## WORK ITEM
Can the data below be set down again exactly, line for line?

+---+

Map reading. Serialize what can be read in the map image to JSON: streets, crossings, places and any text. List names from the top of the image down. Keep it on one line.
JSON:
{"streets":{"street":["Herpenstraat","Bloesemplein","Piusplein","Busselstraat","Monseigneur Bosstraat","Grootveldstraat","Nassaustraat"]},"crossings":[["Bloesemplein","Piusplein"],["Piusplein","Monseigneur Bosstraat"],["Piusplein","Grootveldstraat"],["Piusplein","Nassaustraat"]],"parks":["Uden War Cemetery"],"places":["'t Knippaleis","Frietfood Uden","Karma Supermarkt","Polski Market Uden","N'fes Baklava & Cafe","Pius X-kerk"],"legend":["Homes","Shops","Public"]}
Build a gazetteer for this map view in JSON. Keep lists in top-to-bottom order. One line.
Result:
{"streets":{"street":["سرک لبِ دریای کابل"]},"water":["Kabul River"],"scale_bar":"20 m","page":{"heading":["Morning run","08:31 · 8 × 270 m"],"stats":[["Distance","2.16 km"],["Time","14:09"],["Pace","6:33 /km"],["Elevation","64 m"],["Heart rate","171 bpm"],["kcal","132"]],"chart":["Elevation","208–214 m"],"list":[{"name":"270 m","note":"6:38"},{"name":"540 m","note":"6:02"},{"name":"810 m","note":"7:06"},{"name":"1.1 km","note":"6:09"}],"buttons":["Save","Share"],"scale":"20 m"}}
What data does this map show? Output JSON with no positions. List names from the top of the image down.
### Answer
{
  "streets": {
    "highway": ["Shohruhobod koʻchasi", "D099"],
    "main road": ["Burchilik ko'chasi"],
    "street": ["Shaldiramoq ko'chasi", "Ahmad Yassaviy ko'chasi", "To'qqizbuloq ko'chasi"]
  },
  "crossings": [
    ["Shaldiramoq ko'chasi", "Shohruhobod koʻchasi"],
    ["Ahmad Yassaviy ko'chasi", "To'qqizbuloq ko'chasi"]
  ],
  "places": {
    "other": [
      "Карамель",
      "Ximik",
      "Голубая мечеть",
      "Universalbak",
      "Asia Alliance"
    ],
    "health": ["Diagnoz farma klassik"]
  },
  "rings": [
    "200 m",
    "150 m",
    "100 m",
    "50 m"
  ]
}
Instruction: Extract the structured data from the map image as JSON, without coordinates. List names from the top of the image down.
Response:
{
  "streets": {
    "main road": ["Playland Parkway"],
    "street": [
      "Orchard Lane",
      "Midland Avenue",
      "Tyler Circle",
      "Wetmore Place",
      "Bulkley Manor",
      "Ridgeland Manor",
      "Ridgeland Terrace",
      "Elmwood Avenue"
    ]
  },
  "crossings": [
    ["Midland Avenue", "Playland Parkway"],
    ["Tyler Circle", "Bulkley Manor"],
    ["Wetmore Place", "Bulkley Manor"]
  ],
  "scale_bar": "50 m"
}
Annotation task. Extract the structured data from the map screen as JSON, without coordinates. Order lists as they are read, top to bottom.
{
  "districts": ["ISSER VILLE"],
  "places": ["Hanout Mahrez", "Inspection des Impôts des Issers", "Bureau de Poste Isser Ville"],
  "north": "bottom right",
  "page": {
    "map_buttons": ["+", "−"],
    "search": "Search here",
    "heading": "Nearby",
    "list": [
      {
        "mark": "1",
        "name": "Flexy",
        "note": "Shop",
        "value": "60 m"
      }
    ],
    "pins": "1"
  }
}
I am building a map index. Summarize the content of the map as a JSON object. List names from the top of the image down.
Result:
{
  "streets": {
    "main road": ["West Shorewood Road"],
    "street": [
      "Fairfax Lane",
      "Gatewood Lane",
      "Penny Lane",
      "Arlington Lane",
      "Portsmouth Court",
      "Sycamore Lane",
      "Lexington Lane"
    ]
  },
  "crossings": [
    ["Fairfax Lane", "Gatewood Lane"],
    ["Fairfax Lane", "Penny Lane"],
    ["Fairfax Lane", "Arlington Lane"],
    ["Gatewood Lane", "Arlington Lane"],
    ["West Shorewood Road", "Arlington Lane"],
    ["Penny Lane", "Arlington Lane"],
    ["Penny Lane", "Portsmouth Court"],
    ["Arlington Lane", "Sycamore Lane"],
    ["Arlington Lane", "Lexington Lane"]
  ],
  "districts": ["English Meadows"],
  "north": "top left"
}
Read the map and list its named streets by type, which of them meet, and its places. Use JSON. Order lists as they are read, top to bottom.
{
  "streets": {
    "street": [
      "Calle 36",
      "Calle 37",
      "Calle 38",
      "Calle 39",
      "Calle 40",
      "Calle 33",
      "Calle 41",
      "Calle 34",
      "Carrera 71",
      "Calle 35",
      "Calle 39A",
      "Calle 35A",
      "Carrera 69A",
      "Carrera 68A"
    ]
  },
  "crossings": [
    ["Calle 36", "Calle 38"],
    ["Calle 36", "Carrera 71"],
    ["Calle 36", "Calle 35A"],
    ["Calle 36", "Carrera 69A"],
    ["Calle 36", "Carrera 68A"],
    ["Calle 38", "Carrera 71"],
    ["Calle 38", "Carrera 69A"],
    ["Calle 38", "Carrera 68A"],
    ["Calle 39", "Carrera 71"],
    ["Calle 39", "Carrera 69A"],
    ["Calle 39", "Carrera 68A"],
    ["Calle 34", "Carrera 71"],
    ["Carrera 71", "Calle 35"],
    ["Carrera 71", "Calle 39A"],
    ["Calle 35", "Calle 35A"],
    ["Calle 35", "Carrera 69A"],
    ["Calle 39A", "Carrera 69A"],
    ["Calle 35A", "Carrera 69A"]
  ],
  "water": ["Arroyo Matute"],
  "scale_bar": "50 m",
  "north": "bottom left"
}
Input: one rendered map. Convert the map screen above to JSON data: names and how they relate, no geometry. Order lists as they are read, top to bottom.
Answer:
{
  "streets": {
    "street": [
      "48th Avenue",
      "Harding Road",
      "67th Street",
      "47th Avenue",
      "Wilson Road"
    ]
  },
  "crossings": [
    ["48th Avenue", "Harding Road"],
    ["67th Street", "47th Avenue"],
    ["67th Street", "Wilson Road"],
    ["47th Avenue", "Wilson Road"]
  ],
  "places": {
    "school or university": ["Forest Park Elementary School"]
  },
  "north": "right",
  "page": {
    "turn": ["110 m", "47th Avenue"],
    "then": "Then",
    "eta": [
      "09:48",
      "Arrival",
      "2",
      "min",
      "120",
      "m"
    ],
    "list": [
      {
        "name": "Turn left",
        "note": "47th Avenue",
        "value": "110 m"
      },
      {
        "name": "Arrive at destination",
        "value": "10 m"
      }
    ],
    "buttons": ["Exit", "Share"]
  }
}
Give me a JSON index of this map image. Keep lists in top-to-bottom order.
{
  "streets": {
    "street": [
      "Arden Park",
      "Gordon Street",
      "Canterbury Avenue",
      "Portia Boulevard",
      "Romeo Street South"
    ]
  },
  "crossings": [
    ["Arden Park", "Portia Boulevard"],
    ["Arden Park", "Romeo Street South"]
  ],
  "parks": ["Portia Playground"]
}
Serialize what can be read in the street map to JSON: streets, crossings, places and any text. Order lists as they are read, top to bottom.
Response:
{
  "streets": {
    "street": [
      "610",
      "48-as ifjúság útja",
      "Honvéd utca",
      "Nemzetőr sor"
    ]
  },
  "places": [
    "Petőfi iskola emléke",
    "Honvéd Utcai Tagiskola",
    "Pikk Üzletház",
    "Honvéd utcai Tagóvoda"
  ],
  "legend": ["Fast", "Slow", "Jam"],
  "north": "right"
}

+---+

## FINISHED TASK
Map reading. Serialize what can be read in the map image to JSON: streets, crossings, places and any text. List names from the top of the image down. Keep it on one line.
JSON:
{"streets":{"street":["Herpenstraat","Bloesemplein","Piusplein","Busselstraat","Monseigneur Bosstraat","Grootveldstraat","Nassaustraat"]},"crossings":[["Bloesemplein","Piusplein"],["Piusplein","Monseigneur Bosstraat"],["Piusplein","Grootveldstraat"],["Piusplein","Nassaustraat"]],"parks":["Uden War Cemetery"],"places":["'t Knippaleis","Frietfood Uden","Karma Supermarkt","Polski Market Uden","N'fes Baklava & Cafe","Pius X-kerk"],"legend":["Homes","Shops","Public"]}
Build a gazetteer for this map view in JSON. Keep lists in top-to-bottom order. One line.
Result:
{"streets":{"street":["سرک لبِ دریای کابل"]},"water":["Kabul River"],"scale_bar":"20 m","page":{"heading":["Morning run","08:31 · 8 × 270 m"],"stats":[["Distance","2.16 km"],["Time","14:09"],["Pace","6:33 /km"],["Elevation","64 m"],["Heart rate","171 bpm"],["kcal","132"]],"chart":["Elevation","208–214 m"],"list":[{"name":"270 m","note":"6:38"},{"name":"540 m","note":"6:02"},{"name":"810 m","note":"7:06"},{"name":"1.1 km","note":"6:09"}],"buttons":["Save","Share"],"scale":"20 m"}}
What data does this map show? Output JSON with no positions. List names from the top of the image down.
### Answer
{
  "streets": {
    "highway": ["Shohruhobod koʻchasi", "D099"],
    "main road": ["Burchilik ko'chasi"],
    "street": ["Shaldiramoq ko'chasi", "Ahmad Yassaviy ko'chasi", "To'qqizbuloq ko'chasi"]
  },
  "crossings": [
    ["Shaldiramoq ko'chasi", "Shohruhobod koʻchasi"],
    ["Ahmad Yassaviy ko'chasi", "To'qqizbuloq ko'chasi"]
  ],
  "places": {
    "other": [
      "Карамель",
      "Ximik",
      "Голубая мечеть",
      "Universalbak",
      "Asia Alliance"
    ],
    "health": ["Diagnoz farma klassik"]
  },
  "rings": [
    "200 m",
    "150 m",
    "100 m",
    "50 m"
  ]
}
Instruction: Extract the structured data from the map image as JSON, without coordinates. List names from the top of the image down.
Response:
{
  "streets": {
    "main road": ["Playland Parkway"],
    "street": [
      "Orchard Lane",
      "Midland Avenue",
      "Tyler Circle",
      "Wetmore Place",
      "Bulkley Manor",
      "Ridgeland Manor",
      "Ridgeland Terrace",
      "Elmwood Avenue"
    ]
  },
  "crossings": [
    ["Midland Avenue", "Playland Parkway"],
    ["Tyler Circle", "Bulkley Manor"],
    ["Wetmore Place", "Bulkley Manor"]
  ],
  "scale_bar": "50 m"
}
Annotation task. Extract the structured data from the map screen as JSON, without coordinates. Order lists as they are read, top to bottom.
{
  "districts": ["ISSER VILLE"],
  "places": ["Hanout Mahrez", "Inspection des Impôts des Issers", "Bureau de Poste Isser Ville"],
  "north": "bottom right",
  "page": {
    "map_buttons": ["+", "−"],
    "search": "Search here",
    "heading": "Nearby",
    "list": [
      {
        "mark": "1",
        "name": "Flexy",
        "note": "Shop",
        "value": "60 m"
      }
    ],
    "pins": "1"
  }
}
I am building a map index. Summarize the content of the map as a JSON object. List names from the top of the image down.
Result:
{
  "streets": {
    "main road": ["West Shorewood Road"],
    "street": [
      "Fairfax Lane",
      "Gatewood Lane",
      "Penny Lane",
      "Arlington Lane",
      "Portsmouth Court",
      "Sycamore Lane",
      "Lexington Lane"
    ]
  },
  "crossings": [
    ["Fairfax Lane", "Gatewood Lane"],
    ["Fairfax Lane", "Penny Lane"],
    ["Fairfax Lane", "Arlington Lane"],
    ["Gatewood Lane", "Arlington Lane"],
    ["West Shorewood Road", "Arlington Lane"],
    ["Penny Lane", "Arlington Lane"],
    ["Penny Lane", "Portsmouth Court"],
    ["Arlington Lane", "Sycamore Lane"],
    ["Arlington Lane", "Lexington Lane"]
  ],
  "districts": ["English Meadows"],
  "north": "top left"
}
Read the map and list its named streets by type, which of them meet, and its places. Use JSON. Order lists as they are read, top to bottom.
{
  "streets": {
    "street": [
      "Calle 36",
      "Calle 37",
      "Calle 38",
      "Calle 39",
      "Calle 40",
      "Calle 33",
      "Calle 41",
      "Calle 34",
      "Carrera 71",
      "Calle 35",
      "Calle 39A",
      "Calle 35A",
      "Carrera 69A",
      "Carrera 68A"
    ]
  },
  "crossings": [
    ["Calle 36", "Calle 38"],
    ["Calle 36", "Carrera 71"],
    ["Calle 36", "Calle 35A"],
    ["Calle 36", "Carrera 69A"],
    ["Calle 36", "Carrera 68A"],
    ["Calle 38", "Carrera 71"],
    ["Calle 38", "Carrera 69A"],
    ["Calle 38", "Carrera 68A"],
    ["Calle 39", "Carrera 71"],
    ["Calle 39", "Carrera 69A"],
    ["Calle 39", "Carrera 68A"],
    ["Calle 34", "Carrera 71"],
    ["Carrera 71", "Calle 35"],
    ["Carrera 71", "Calle 39A"],
    ["Calle 35", "Calle 35A"],
    ["Calle 35", "Carrera 69A"],
    ["Calle 39A", "Carrera 69A"],
    ["Calle 35A", "Carrera 69A"]
  ],
  "water": ["Arroyo Matute"],
  "scale_bar": "50 m",
  "north": "bottom left"
}
Input: one rendered map. Convert the map screen above to JSON data: names and how they relate, no geometry. Order lists as they are read, top to bottom.
Answer:
{
  "streets": {
    "street": [
      "48th Avenue",
      "Harding Road",
      "67th Street",
      "47th Avenue",
      "Wilson Road"
    ]
  },
  "crossings": [
    ["48th Avenue", "Harding Road"],
    ["67th Street", "47th Avenue"],
    ["67th Street", "Wilson Road"],
    ["47th Avenue", "Wilson Road"]
  ],
  "places": {
    "school or university": ["Forest Park Elementary School"]
  },
  "north": "right",
  "page": {
    "turn": ["110 m", "47th Avenue"],
    "then": "Then",
    "eta": [
      "09:48",
      "Arrival",
      "2",
      "min",
      "120",
      "m"
    ],
    "list": [
      {
        "name": "Turn left",
        "note": "47th Avenue",
        "value": "110 m"
      },
      {
        "name": "Arrive at destination",
        "value": "10 m"
      }
    ],
    "buttons": ["Exit", "Share"]
  }
}
Give me a JSON index of this map image. Keep lists in top-to-bottom order.
{
  "streets": {
    "street": [
      "Arden Park",
      "Gordon Street",
      "Canterbury Avenue",
      "Portia Boulevard",
      "Romeo Street South"
    ]
  },
  "crossings": [
    ["Arden Park", "Portia Boulevard"],
    ["Arden Park", "Romeo Street South"]
  ],
  "parks": ["Portia Playground"]
}
Serialize what can be read in the street map to JSON: streets, crossings, places and any text. Order lists as they are read, top to bottom.
Response:
{
  "streets": {
    "street": [
      "610",
      "48-as ifjúság útja",
      "Honvéd utca",
      "Nemzetőr sor"
    ]
  },
  "places": [
    "Petőfi iskola emléke",
    "Honvéd Utcai Tagiskola",
    "Pikk Üzletház",
    "Honvéd utcai Tagóvoda"
  ],
  "legend": ["Fast", "Slow", "Jam"],
  "north": "right"
}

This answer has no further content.